C’est ce jour-là, que l’agonie de la mort commença pour elle. Tant qu’elle put parler, elle prononça le saint nom de Jésus. Pendant deux jours et trois nuits que dura son agonie, sa chambre fut toujours remplie de personnes de tout rang, qui venaient la voir encore, et s’édifier aux derniers moments de cette pauvre servante, dont la piété sincère et l’humilité, inspiraient généralement une profonde vénération. Enfin, le 24 octobre 1671, entre midi et une heure, la bonne Armelle s’éteignit doucement, et rendit son âme à Dieu.

§. 15.

Dès que la nouvelle s’en fut répandue dans la ville, on accourut de toutes parts, avec respect, afin de contempler encore ses restes mortels. Chacun désirait posséder quelque chose d’elle, comme un souvenir, et la plus grande partie de ses chétifs effets, fut ainsi emportée par ceux qui purent les obtenir. Il n’était personne qui ne fît l’éloge de cette humble servante, à laquelle son maître surtout rendait un touchant témoignage. La perte de la bonne Armelle fut aussi sensible à son cœur, que l’eût été celle d’un de ses enfants. Il lui fit rendre les derniers devoirs, comme à sa propre fille. Il arrosa ses pieds de ses larmes. Toute sa famille en fit autant, et plusieurs personnes suivirent cet exemple. L’expression des traits de la bonne Armelle semblait avoir, après sa mort, quelque chose de plus spirituel encore que pendant sa vie. Elle paraissait être en prière, et cette vue inspirait un respect religieux.

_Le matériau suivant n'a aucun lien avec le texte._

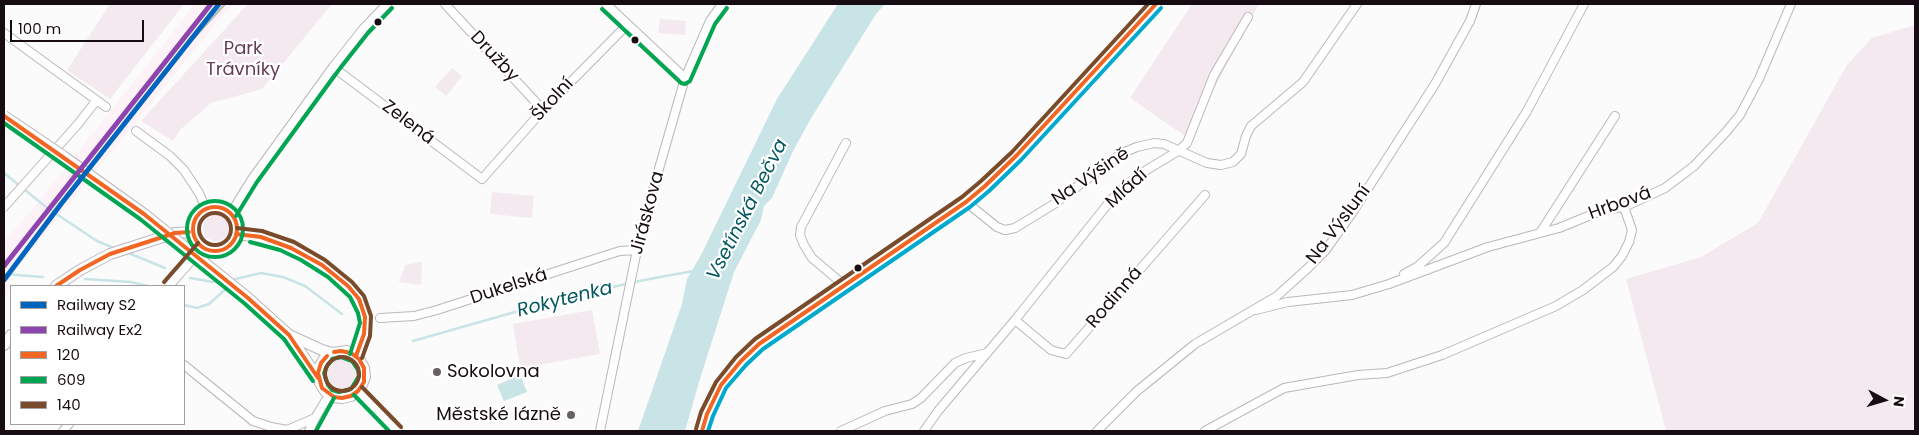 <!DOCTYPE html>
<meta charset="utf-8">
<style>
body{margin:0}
#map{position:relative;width:1919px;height:435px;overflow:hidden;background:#fafbfa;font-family:Poppins,sans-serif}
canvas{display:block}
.frame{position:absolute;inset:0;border:5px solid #180c13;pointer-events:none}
.legend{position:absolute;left:10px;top:285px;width:175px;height:140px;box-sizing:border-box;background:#fff;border:1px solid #a39ea1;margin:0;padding:6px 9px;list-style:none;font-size:15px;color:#180c13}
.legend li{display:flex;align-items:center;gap:10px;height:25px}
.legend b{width:25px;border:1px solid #a39ea1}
.north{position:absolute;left:1859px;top:375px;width:50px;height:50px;-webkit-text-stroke:4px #fff;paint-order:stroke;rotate:96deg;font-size:14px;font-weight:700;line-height:20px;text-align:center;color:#180c13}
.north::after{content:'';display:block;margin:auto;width:18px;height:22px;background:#180c13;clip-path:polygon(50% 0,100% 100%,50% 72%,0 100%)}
.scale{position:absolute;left:10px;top:20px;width:134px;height:22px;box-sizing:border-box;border:2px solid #180c13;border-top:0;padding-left:6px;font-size:15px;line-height:18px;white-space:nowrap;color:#180c13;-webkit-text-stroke:4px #fff;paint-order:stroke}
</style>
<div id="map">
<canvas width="1919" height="435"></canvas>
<div class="frame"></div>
<ul class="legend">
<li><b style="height:6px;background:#0065bd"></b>Railway S2</li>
<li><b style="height:6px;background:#8e44ad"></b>Railway Ex2</li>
<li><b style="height:6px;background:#f26522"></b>120</li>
<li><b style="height:6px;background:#00a651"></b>609</li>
<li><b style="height:6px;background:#7a4b2a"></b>140</li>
</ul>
<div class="north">N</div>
<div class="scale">100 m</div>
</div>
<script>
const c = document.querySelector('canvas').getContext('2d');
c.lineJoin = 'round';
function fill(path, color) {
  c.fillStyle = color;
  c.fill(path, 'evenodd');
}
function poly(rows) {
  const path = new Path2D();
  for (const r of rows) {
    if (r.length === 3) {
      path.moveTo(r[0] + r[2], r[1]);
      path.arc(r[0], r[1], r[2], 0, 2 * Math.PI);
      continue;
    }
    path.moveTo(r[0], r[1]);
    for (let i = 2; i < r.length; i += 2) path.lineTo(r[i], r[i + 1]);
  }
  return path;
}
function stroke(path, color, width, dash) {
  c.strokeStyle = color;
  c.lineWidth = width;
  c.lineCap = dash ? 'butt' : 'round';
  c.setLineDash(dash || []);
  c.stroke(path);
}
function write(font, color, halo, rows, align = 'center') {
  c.font = font + ' Poppins,sans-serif';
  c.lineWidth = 4.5;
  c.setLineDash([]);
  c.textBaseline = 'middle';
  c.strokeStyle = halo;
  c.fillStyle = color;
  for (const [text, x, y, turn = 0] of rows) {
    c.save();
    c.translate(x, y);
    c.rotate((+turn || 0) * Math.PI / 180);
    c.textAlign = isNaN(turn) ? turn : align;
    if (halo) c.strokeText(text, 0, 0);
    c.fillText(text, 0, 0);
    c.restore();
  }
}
const built = poly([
 [195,4,234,4,222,16,23,261,8,281,13,285,4,299,4,241,32,210]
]);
const green = poly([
 [110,4,184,4,110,99,67,70],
 [248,4,332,4,262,89,211,103,180,130,173,141,141,121],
 [1192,4,1259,4,1188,138,1130,98],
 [660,19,686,21,685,35,658,33],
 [1915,25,1915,431,1666,431,1626,279,1701,257,1758,223,1847,65,1872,38],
 [452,68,462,76,446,96,435,87],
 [492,192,534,196,532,218,490,214],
 [216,228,13],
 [422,262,421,285,399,282,405,265],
 [592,310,600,354,520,368,513,324],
 [342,374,15]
]);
const water = poly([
 [838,4,885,4,876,14,810,120,793,151,772,198,764,206,761,220,734,272,699,382,685,431,638,431,682,304,687,279,701,255,777,99],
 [520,375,527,392,504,401,497,385]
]);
const stream = poly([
 [4,173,46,207,97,241,116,249],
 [126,252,165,268],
 [4,274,43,277],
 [190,278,213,282,221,281],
 [85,279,131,282,148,286],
 [231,280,261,273,283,277,305,286,342,314],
 [184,305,197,308,209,304,229,286],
 [413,341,557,300,639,281,693,271]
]);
const minor = poly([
 [445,4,543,110],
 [606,4,685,78],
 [4,33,106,107],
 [333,67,482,179,543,110,627,25],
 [136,131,170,156,184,170,199,193,206,209],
 [966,202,997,227,1005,230,1015,228,1054,204,1122,153,1137,147,1154,143,1164,144,1207,163,1221,165,1233,162,1241,154,1246,136,1251,126,1303,82,1357,4],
 [4,207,78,124,96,101],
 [231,213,252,179,333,67,363,29,387,4],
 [1540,233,1615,116],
 [1404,274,1417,267,1444,243,1527,111,1584,4],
 [844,285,812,258,804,245,800,235,801,227,846,143],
 [169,286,203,247],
 [1256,310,1288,302,1352,295,1389,284,1488,247,1559,228,1603,210,1624,207,1665,188,1694,166,1726,132,1740,115,1759,79,1791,4],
 [380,318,414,316,437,310,604,256,620,251,637,250],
 [1015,320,1051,350,1066,354,1205,195],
 [184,365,253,421,271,427,287,430,315,418],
 [63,431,69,424],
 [309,431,315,418,329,395],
 [600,431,637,250,650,200,685,78,710,21,722,4],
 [841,431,885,411,912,404,921,398,955,363,966,358,987,353],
 [924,431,938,411,1015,320,1111,200,1128,184,1145,171,1178,151,1187,143,1214,75,1248,17],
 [1097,431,1137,391,1195,344,1277,296,1308,268,1325,251,1352,213,1435,84,1470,21,1476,4],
 [1205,431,1284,388,1358,375,1387,373,1442,355,1556,306,1583,290,1613,267,1622,256,1629,242,1632,230,1624,207]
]);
const tertiary = poly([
 [215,229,22],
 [236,234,261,237,291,248,322,265,348,286,359,299,365,317,364,334,356,356],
 [56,286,80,270,110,254,175,233,193,232],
 [289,335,322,350,332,353,347,351,359,359,364,368,365,377,361,387,351,396,342,398,334,397,325,391,320,383,319,368,324,359,332,353],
 [289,335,318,378],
 [4,345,11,335],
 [358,391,397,431],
 [702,431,707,414,721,385,741,361,759,344,966,202,985,186,1016,156,1156,4]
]);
const rail = poly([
 [182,51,225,4]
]);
const tertiaryBridge = poly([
 [4,116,63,156,144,214,248,298,289,335]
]);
const bus1 = poly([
 [4,116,144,214,248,298,289,335,318,378],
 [215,229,22],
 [236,234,261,237,291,248,322,265,348,286,359,299,365,317,364,334,356,356],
 [56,286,80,270,110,254,175,233,189,232],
 [327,356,321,363,318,373,322,388,334,397,342,398,351,396,358,391,364,382,364,368,359,359,351,353,341,351,334,352],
 [702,431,707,414,721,385,741,361,759,344,966,202,985,186,1016,156,1156,4]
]);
const bus2 = poly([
 [602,9,681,83,685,84,690,81,715,24,727,8],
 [4,123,140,219,244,303,284,339,313,381],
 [215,229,28],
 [236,216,257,182,338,71,368,33,392,8],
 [250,242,280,250,301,260,328,277,350,297,358,313,360,323,350,354],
 [332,360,327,366,324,373,328,385,332,390,339,392,351,389,359,376,358,370,352,361,341,357,332,359],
 [354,395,389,431],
 [316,431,334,398]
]);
const bus3 = poly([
 [215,229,16],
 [237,228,262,231,294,242,325,260,352,282,364,296,371,316,370,336,362,358],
 [164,282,198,243],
 [342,374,17],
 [362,387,401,427],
 [696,429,701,412,716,382,736,357,755,339,962,197,981,181,1012,152,1148,4]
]);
const bus4 = poly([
 [708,431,713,416,726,388,746,365,763,349,970,207,989,191,1021,160,1161,8]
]);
const rail1 = poly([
 [4,280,61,204,219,4]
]);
const rail2 = poly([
 [4,266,211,4]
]);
const markers = [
 [378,22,4.5,"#180c13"],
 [635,40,4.5,"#180c13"],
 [858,268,4.5,"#180c13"],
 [437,372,5,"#676064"],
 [571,415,5,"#676064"]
];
const parkNames = [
 ["Park",243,49],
 ["Trávníky",243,70]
];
const streetNames = [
 ["Družby",494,57,47],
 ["Školní",553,100,-47],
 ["Zelená",408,123,37],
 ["Na Výšině",1091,177,-34],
 ["Mládí",1127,189,-42],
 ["Hrbová",1620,204,-20],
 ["Jiráskova",648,213,-75],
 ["Na Výsluní",1339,225,-53],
 ["Dukelská",509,287,-18],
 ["Rodinná",1115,298,-49]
];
const poiNames = [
 ["Sokolovna",447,372],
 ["Městské lázně",561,415,"right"]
];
const waterNames = [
 ["Vsetínská Bečva",748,210,-63],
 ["Rokytenka",565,300,-14]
];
fill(built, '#fcf2f7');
fill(green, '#f4e9ef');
fill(water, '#c9e4e7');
stroke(stream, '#c9e4e7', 2.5);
stroke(minor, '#bcb7ba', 10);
stroke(tertiary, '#bcb7ba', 12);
stroke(minor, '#fefefe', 8);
stroke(tertiary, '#fefefe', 10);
stroke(rail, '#bbbaba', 2.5);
stroke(tertiaryBridge, '#bcb7ba', 12, []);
stroke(tertiaryBridge, '#fefefe', 10);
stroke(bus1, '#f26522', 4);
stroke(bus2, '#00a651', 4);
stroke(bus3, '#7a4b2a', 4);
stroke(bus4, '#00a9ce', 4);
stroke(rail1, '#0065bd', 5);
stroke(rail2, '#8e44ad', 5);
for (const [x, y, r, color] of markers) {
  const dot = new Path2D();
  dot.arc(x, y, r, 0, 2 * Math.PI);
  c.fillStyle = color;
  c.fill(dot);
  stroke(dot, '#fff', 2);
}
write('18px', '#673c56', '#fff', parkNames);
write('18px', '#180c13', '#fff', streetNames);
write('18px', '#180c13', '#fff', poiNames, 'left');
write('italic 19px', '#045860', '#fff', waterNames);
</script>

Le dimanche suivant, le corps fut porté et déposé dans une chapelle, et le convoi qui l’accompagna, fut si nombreux, qu’on l’aurait pris pour une immense procession. L’office des morts fut célébré avec recueillement, et les grâces que Dieu avait faites à sa fidèle servante, furent énumérées dans un petit discours, qu’un ecclésiastique prononça dans cette occasion.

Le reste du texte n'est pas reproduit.